- Extracted records
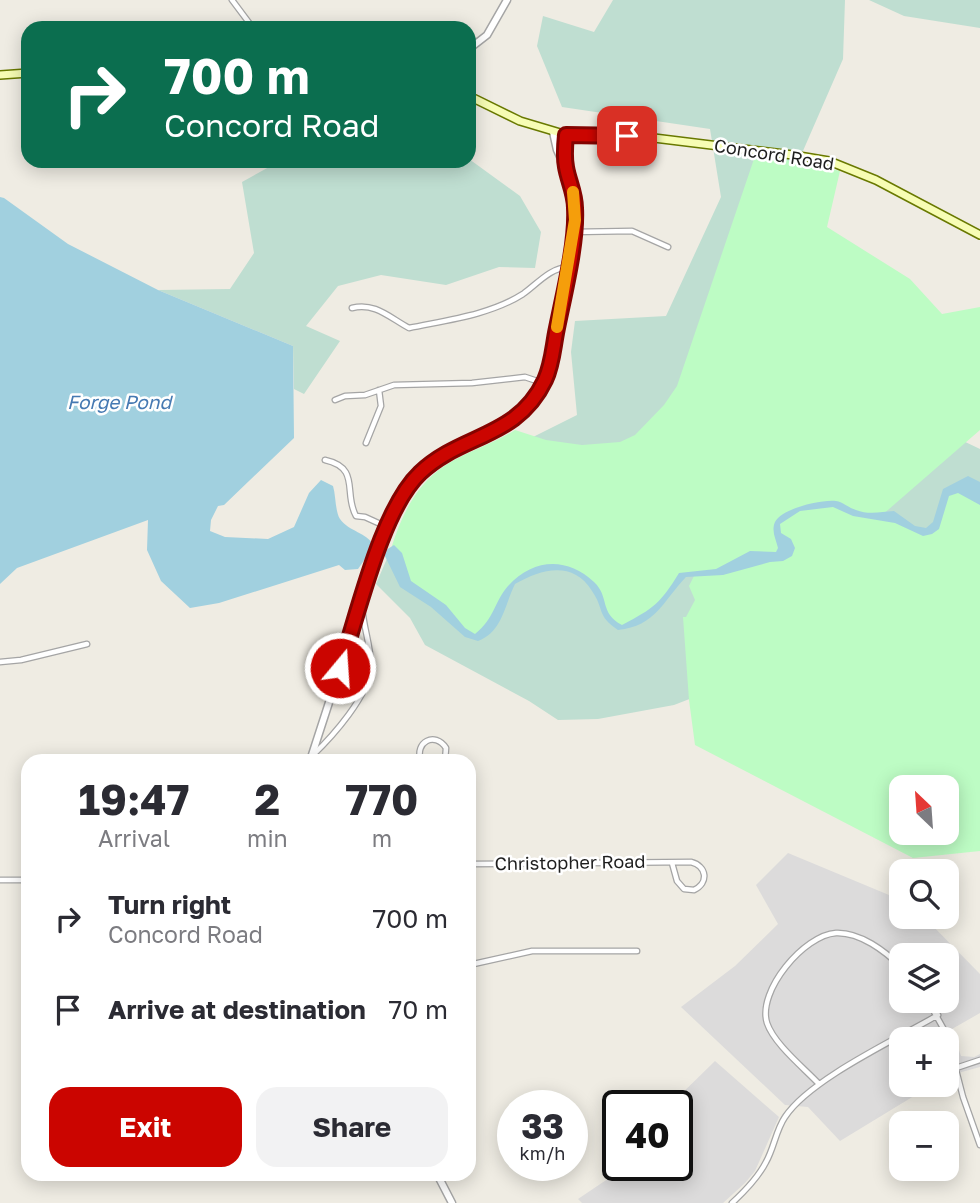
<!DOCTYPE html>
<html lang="en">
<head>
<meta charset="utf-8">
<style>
	:root { --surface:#fff; --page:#f2f2f3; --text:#2b2b33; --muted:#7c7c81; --accent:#cb0500 }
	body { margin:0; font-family:"Golos Text",sans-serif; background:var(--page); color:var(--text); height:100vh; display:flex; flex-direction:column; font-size:26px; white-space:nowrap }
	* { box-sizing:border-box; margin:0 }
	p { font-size:23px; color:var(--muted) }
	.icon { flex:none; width:38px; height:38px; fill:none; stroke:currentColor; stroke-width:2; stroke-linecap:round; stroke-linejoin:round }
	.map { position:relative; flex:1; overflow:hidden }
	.sheet { position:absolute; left:21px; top:754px; width:455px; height:427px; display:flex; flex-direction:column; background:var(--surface); border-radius:21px; box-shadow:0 4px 18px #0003 }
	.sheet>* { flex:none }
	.top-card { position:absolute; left:21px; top:21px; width:455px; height:147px; border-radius:21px; box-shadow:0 4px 18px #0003; background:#0b6e4f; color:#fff; overflow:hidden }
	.needle { width:46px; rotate:335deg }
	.tools { position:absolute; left:889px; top:775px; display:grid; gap:14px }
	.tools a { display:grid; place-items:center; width:70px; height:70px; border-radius:14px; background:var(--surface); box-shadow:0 4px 18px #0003; font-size:35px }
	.speed { position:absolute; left:497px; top:1090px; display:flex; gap:14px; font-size:35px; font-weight:700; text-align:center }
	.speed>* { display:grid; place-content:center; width:91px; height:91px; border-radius:50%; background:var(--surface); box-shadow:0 4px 18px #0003; line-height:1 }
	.speed small { font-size:18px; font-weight:400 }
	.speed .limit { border:4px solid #111; border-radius:10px; background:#fff; color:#111 }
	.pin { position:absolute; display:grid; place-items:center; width:60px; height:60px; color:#fff; margin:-30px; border-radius:14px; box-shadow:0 4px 10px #0006 }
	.me { position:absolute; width:77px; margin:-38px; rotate:18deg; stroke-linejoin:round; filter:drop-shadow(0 0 5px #0008) }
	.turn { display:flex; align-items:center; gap:24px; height:147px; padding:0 28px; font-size:32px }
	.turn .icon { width:91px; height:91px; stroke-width:2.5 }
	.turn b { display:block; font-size:49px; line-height:60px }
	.eta { display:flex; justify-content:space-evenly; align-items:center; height:119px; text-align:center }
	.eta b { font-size:42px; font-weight:700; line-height:49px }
	.cta { display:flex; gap:14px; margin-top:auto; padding:14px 28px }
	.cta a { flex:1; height:80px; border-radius:21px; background:var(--accent); color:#fff; font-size:28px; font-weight:700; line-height:80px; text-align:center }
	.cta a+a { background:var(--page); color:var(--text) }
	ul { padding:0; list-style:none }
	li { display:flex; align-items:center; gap:21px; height:91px; padding:0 28px }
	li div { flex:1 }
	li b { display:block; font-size:26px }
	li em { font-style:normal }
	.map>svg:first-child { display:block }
	.residential { fill:#dcdbdb; fill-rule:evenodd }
	.wetland { fill:#bfded1 }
	.park { fill:#bdfcc4; fill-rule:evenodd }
	.water { fill:#a1d0df }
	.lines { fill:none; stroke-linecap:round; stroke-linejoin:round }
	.minor-casing { stroke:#a5a5a5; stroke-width:7 }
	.tertiary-casing { stroke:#a5a5a5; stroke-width:9 }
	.secondary-casing { stroke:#697900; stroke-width:10 }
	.minor { stroke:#fff; stroke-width:4.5 }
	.tertiary { stroke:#fff; stroke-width:6 }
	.secondary { stroke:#f7fdb4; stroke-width:7 }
	.route-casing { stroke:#840300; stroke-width:18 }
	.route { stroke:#cb0500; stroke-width:12 }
	.slow { stroke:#f59e0b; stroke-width:12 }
	.labels { text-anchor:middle; stroke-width:5; stroke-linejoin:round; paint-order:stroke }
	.street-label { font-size:18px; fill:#1e1e1e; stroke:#fff }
	.water-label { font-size:19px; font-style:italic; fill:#4579b2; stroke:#fff }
</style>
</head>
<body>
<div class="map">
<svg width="980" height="1203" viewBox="0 0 980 1203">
	<rect width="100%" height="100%" fill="#efece3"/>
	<path class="residential" d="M788,853L901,900V917H924L980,974V1013L952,1029L961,1056L974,1057L980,1054V1067L947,1076V1040H901V1085H932L840,1141L808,1107L785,1105L681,1007L735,966L778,924L756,885ZM901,956H947V1001H901Z
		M715,1061L779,1117L755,1171L745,1183L723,1203H582L578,1199L627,1166H677V1106H669Z"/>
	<path class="wetland" d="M613,0H845L843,59L779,206L871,397L980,449V558L705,693L674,705L598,719L558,720L529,701L425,645L410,618L376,584L401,526L525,441L577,415L571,352L575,321L666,316L721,197L710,129L562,107L537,46L543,16L594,32Z
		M869,0H980V28L904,16Z
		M469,159L520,196L541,232L535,268L499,267L446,285L381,275L338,286L306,326L340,341L304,394L294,389L293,346L158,290L230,289L254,253L242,182L280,161H469Z"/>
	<path class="park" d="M755,156L807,163L840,171L827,227L910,279L942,314L980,307V430L881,516L916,531L935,526L947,495L960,489L980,502V851L913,858L695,745L689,700L683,617H686L695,600L689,586L694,576L692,574L678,581L660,608L620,628L607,619L593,587L573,570L554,566L534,571L513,583L497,620L480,637L465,635L411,588L389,556C399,521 414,485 446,465C468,451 493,444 515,430L546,440L582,445L620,442L635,435L664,405L677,386ZM901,788H947V833H901Z"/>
	<path class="water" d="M0,197L4,198L68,244L158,290L293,346L294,438L224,505L218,506L211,520L210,531L225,537L268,539L294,527L309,493L321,480L333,486C336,496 335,511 340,519C349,532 367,532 374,546L358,569L345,570L339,565L219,603L190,608L161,581L147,550L148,520L17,568L0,584Z
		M968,476L980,482V505L958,493L949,496L939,529L932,534L923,536L895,523L853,516L833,507L800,511L780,524L781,533L791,539L795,548L792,556L783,561L770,562L723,575L686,577C663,601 656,626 618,630C596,615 605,610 592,591C573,560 541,569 515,584C504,606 503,631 478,641L465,637L431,607L400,587L383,552L394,545L402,553L411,581L446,605L465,628L475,634C495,618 494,602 508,586C534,558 567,557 594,582C610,597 599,613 622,625C654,608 660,604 679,573L716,569L750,551L776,552L778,548C776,539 771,531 775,522C782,508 823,499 836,501C843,502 849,508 856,510C868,515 881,512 894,511L915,526L926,528L933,522L943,489Z"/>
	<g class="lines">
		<defs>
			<path id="minor" d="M232,0L253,28
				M573,232L632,231L668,247
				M352,308C375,302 390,318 409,328C447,320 490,315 523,294C537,284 550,268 568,267
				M335,400L345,396L365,395L394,385L472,383L525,377L543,383
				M366,443L381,406L379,390
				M325,460C361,468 343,493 356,516L365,517L387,527
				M0,662L21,660L87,644
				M312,756C332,737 370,695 371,666C371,646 363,626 362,606
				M421,761C414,742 435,731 446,748L445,761
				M469,864L691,862C707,866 709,883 694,890L684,889L677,881L672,863
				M0,880H28
				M469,965L532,951H637
				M928,1001L947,1035L963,1097L980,1145
				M956,1068L980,1060
				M819,1084C804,1068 774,1044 767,1023C757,991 804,935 836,933C860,932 885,951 901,967
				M732,1203C745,1191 758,1178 766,1162C774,1148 776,1130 785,1117C810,1079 897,1039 938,1015"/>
			<path id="tertiary" d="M469,49L487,35L507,0
				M566,163L567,135
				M310,761L384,533L403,496L414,479L435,461L503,426L520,415L532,402L546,378L561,312L575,220L572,183L557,150L553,132
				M437,1174L452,1203"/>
			<path id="secondary" d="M0,75L28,73
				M469,96L520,121L567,135L646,137L793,155L829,161L876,180L980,235"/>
		</defs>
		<use href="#minor" class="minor-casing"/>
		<use href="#tertiary" class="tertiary-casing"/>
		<use href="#secondary" class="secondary-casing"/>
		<use href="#minor" class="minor"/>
		<use href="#tertiary" class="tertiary"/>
		<use href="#secondary" class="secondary"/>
	</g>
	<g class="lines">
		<defs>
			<path id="route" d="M340,668C358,615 381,510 420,473C462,433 517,439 545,380C552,365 553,349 556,333C563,297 577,244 575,208C575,193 568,180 566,167C564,157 565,145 566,135L627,136"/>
		</defs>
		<use href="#route" class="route-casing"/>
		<use href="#route" class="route"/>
		<path class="slow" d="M557,327L575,220L573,192"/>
	</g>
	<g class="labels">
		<g class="street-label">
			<text transform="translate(774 155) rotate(9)" y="6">Concord Road</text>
			<text transform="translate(570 863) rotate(-1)" y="6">Christopher Road</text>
		</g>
		<g class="water-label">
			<text x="119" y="409">Forge Pond</text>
		</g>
	</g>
</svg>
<div class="tools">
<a><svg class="needle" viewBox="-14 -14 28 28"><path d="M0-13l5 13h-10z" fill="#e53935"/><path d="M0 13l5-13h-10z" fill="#7c7c81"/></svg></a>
<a><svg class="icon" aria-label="search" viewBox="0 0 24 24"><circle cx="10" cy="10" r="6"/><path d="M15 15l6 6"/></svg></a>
<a><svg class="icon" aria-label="layers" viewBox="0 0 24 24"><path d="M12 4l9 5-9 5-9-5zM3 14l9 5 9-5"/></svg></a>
<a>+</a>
<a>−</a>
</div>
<div class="speed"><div>33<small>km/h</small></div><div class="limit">40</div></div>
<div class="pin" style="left:627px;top:136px;background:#d93025"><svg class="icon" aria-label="arrive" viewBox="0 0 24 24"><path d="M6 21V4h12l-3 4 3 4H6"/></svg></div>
<svg class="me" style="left:340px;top:668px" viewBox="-20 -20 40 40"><circle r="17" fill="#cb0500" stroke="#fff" stroke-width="3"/><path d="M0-11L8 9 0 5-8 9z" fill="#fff"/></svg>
<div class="top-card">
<div class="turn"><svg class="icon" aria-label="right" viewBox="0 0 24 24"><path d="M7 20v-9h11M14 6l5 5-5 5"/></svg><div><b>700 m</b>Concord Road</div></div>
</div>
<section class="sheet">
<div class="eta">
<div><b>19:47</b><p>Arrival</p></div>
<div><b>2</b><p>min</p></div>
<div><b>770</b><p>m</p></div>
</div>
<ul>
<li><svg class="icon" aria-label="right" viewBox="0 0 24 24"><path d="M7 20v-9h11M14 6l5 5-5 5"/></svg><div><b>Turn right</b><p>Concord Road</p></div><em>700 m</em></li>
<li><svg class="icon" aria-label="arrive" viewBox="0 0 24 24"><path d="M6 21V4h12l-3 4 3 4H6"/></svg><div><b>Arrive at destination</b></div><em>70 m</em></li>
</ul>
<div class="cta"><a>Exit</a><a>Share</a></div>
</section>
</div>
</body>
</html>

- About this exercise
Your task is to return each line of the data above that contains the string "none".

- Exercise solution
	.icon { flex:none; width:38px; height:38px; fill:none; stroke:currentColor; stroke-width:2; stroke-linecap:round; stroke-linejoin:round }
	.sheet>* { flex:none }
	ul { padding:0; list-style:none }
	.lines { fill:none; stroke-linecap:round; stroke-linejoin:round }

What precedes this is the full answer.